[Opening Source data section]

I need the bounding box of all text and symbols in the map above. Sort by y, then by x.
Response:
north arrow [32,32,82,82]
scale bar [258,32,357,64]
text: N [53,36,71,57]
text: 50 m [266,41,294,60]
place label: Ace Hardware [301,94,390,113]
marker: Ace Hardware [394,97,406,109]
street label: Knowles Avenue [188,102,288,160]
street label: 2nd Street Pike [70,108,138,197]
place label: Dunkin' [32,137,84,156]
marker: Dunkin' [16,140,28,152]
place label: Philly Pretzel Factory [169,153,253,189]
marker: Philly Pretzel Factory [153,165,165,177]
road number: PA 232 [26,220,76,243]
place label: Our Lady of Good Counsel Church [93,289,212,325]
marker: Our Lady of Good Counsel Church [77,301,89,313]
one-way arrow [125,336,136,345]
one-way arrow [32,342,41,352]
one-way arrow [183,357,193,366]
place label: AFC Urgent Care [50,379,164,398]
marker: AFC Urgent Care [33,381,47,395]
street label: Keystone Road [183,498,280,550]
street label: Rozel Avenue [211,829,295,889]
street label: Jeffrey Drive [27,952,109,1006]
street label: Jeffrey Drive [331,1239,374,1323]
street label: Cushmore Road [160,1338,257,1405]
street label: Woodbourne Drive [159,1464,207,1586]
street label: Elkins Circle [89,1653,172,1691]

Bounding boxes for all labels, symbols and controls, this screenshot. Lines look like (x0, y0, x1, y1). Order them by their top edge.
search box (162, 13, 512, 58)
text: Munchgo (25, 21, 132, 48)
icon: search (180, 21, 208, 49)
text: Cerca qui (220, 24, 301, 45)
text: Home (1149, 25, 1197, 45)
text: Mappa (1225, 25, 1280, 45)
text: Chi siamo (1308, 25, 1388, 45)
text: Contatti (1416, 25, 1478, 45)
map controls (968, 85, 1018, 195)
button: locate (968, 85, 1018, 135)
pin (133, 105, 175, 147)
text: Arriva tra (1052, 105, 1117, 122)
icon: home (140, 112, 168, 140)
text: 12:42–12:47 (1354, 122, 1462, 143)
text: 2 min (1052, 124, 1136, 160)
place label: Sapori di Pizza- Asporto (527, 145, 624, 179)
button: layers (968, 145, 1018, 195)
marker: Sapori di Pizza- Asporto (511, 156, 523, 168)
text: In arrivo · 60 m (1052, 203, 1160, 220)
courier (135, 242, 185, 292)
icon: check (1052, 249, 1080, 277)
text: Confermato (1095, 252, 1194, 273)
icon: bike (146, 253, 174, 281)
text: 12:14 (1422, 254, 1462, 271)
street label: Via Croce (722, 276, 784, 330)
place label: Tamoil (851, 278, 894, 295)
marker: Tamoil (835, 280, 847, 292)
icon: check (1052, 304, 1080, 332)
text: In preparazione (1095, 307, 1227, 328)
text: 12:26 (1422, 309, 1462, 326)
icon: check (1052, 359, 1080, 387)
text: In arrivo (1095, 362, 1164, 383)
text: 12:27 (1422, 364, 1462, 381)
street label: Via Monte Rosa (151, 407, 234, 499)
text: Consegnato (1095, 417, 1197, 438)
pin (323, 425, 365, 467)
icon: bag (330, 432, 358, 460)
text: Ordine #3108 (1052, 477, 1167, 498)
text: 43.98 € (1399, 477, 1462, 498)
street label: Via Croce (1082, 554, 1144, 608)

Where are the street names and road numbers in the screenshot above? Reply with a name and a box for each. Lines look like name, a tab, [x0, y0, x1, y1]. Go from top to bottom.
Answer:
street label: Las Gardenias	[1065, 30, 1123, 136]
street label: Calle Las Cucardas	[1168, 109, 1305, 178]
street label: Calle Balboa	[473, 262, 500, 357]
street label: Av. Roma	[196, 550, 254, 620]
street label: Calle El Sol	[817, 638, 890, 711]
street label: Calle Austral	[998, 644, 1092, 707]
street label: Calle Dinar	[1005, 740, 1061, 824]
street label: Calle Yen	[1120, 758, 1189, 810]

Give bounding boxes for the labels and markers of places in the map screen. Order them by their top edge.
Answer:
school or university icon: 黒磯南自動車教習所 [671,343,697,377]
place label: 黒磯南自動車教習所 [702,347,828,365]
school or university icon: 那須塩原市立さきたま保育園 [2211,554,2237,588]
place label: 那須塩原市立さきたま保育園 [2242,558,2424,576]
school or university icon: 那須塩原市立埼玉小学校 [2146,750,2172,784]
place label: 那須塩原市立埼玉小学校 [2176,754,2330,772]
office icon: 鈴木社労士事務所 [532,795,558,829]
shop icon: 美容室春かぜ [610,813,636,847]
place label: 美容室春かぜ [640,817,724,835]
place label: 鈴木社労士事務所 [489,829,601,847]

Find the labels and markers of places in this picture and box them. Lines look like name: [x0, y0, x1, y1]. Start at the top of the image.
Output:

[Closing Source data section]

> [What you are asked to do]: Set down the entries again exactly as they are.

> [Solution to the problem]:
I need the bounding box of all text and symbols in the map above. Sort by y, then by x.
Response:
north arrow [32,32,82,82]
scale bar [258,32,357,64]
text: N [53,36,71,57]
text: 50 m [266,41,294,60]
place label: Ace Hardware [301,94,390,113]
marker: Ace Hardware [394,97,406,109]
street label: Knowles Avenue [188,102,288,160]
street label: 2nd Street Pike [70,108,138,197]
place label: Dunkin' [32,137,84,156]
marker: Dunkin' [16,140,28,152]
place label: Philly Pretzel Factory [169,153,253,189]
marker: Philly Pretzel Factory [153,165,165,177]
road number: PA 232 [26,220,76,243]
place label: Our Lady of Good Counsel Church [93,289,212,325]
marker: Our Lady of Good Counsel Church [77,301,89,313]
one-way arrow [125,336,136,345]
one-way arrow [32,342,41,352]
one-way arrow [183,357,193,366]
place label: AFC Urgent Care [50,379,164,398]
marker: AFC Urgent Care [33,381,47,395]
street label: Keystone Road [183,498,280,550]
street label: Rozel Avenue [211,829,295,889]
street label: Jeffrey Drive [27,952,109,1006]
street label: Jeffrey Drive [331,1239,374,1323]
street label: Cushmore Road [160,1338,257,1405]
street label: Woodbourne Drive [159,1464,207,1586]
street label: Elkins Circle [89,1653,172,1691]

Bounding boxes for all labels, symbols and controls, this screenshot. Lines look like (x0, y0, x1, y1). Order them by their top edge.
search box (162, 13, 512, 58)
text: Munchgo (25, 21, 132, 48)
icon: search (180, 21, 208, 49)
text: Cerca qui (220, 24, 301, 45)
text: Home (1149, 25, 1197, 45)
text: Mappa (1225, 25, 1280, 45)
text: Chi siamo (1308, 25, 1388, 45)
text: Contatti (1416, 25, 1478, 45)
map controls (968, 85, 1018, 195)
button: locate (968, 85, 1018, 135)
pin (133, 105, 175, 147)
text: Arriva tra (1052, 105, 1117, 122)
icon: home (140, 112, 168, 140)
text: 12:42–12:47 (1354, 122, 1462, 143)
text: 2 min (1052, 124, 1136, 160)
place label: Sapori di Pizza- Asporto (527, 145, 624, 179)
button: layers (968, 145, 1018, 195)
marker: Sapori di Pizza- Asporto (511, 156, 523, 168)
text: In arrivo · 60 m (1052, 203, 1160, 220)
courier (135, 242, 185, 292)
icon: check (1052, 249, 1080, 277)
text: Confermato (1095, 252, 1194, 273)
icon: bike (146, 253, 174, 281)
text: 12:14 (1422, 254, 1462, 271)
street label: Via Croce (722, 276, 784, 330)
place label: Tamoil (851, 278, 894, 295)
marker: Tamoil (835, 280, 847, 292)
icon: check (1052, 304, 1080, 332)
text: In preparazione (1095, 307, 1227, 328)
text: 12:26 (1422, 309, 1462, 326)
icon: check (1052, 359, 1080, 387)
text: In arrivo (1095, 362, 1164, 383)
text: 12:27 (1422, 364, 1462, 381)
street label: Via Monte Rosa (151, 407, 234, 499)
text: Consegnato (1095, 417, 1197, 438)
pin (323, 425, 365, 467)
icon: bag (330, 432, 358, 460)
text: Ordine #3108 (1052, 477, 1167, 498)
text: 43.98 € (1399, 477, 1462, 498)
street label: Via Croce (1082, 554, 1144, 608)

Where are the street names and road numbers in the screenshot above? Reply with a name and a box for each. Lines look like name, a tab, [x0, y0, x1, y1]. Go from top to bottom.
Answer:
street label: Las Gardenias	[1065, 30, 1123, 136]
street label: Calle Las Cucardas	[1168, 109, 1305, 178]
street label: Calle Balboa	[473, 262, 500, 357]
street label: Av. Roma	[196, 550, 254, 620]
street label: Calle El Sol	[817, 638, 890, 711]
street label: Calle Austral	[998, 644, 1092, 707]
street label: Calle Dinar	[1005, 740, 1061, 824]
street label: Calle Yen	[1120, 758, 1189, 810]

Give bounding boxes for the labels and markers of places in the map screen. Order them by their top edge.
Answer:
school or university icon: 黒磯南自動車教習所 [671,343,697,377]
place label: 黒磯南自動車教習所 [702,347,828,365]
school or university icon: 那須塩原市立さきたま保育園 [2211,554,2237,588]
place label: 那須塩原市立さきたま保育園 [2242,558,2424,576]
school or university icon: 那須塩原市立埼玉小学校 [2146,750,2172,784]
place label: 那須塩原市立埼玉小学校 [2176,754,2330,772]
office icon: 鈴木社労士事務所 [532,795,558,829]
shop icon: 美容室春かぜ [610,813,636,847]
place label: 美容室春かぜ [640,817,724,835]
place label: 鈴木社労士事務所 [489,829,601,847]

Find the labels and markers of places in this picture and box them. Lines look like name: [x0, y0, x1, y1]. Start at the top of the image.
Output:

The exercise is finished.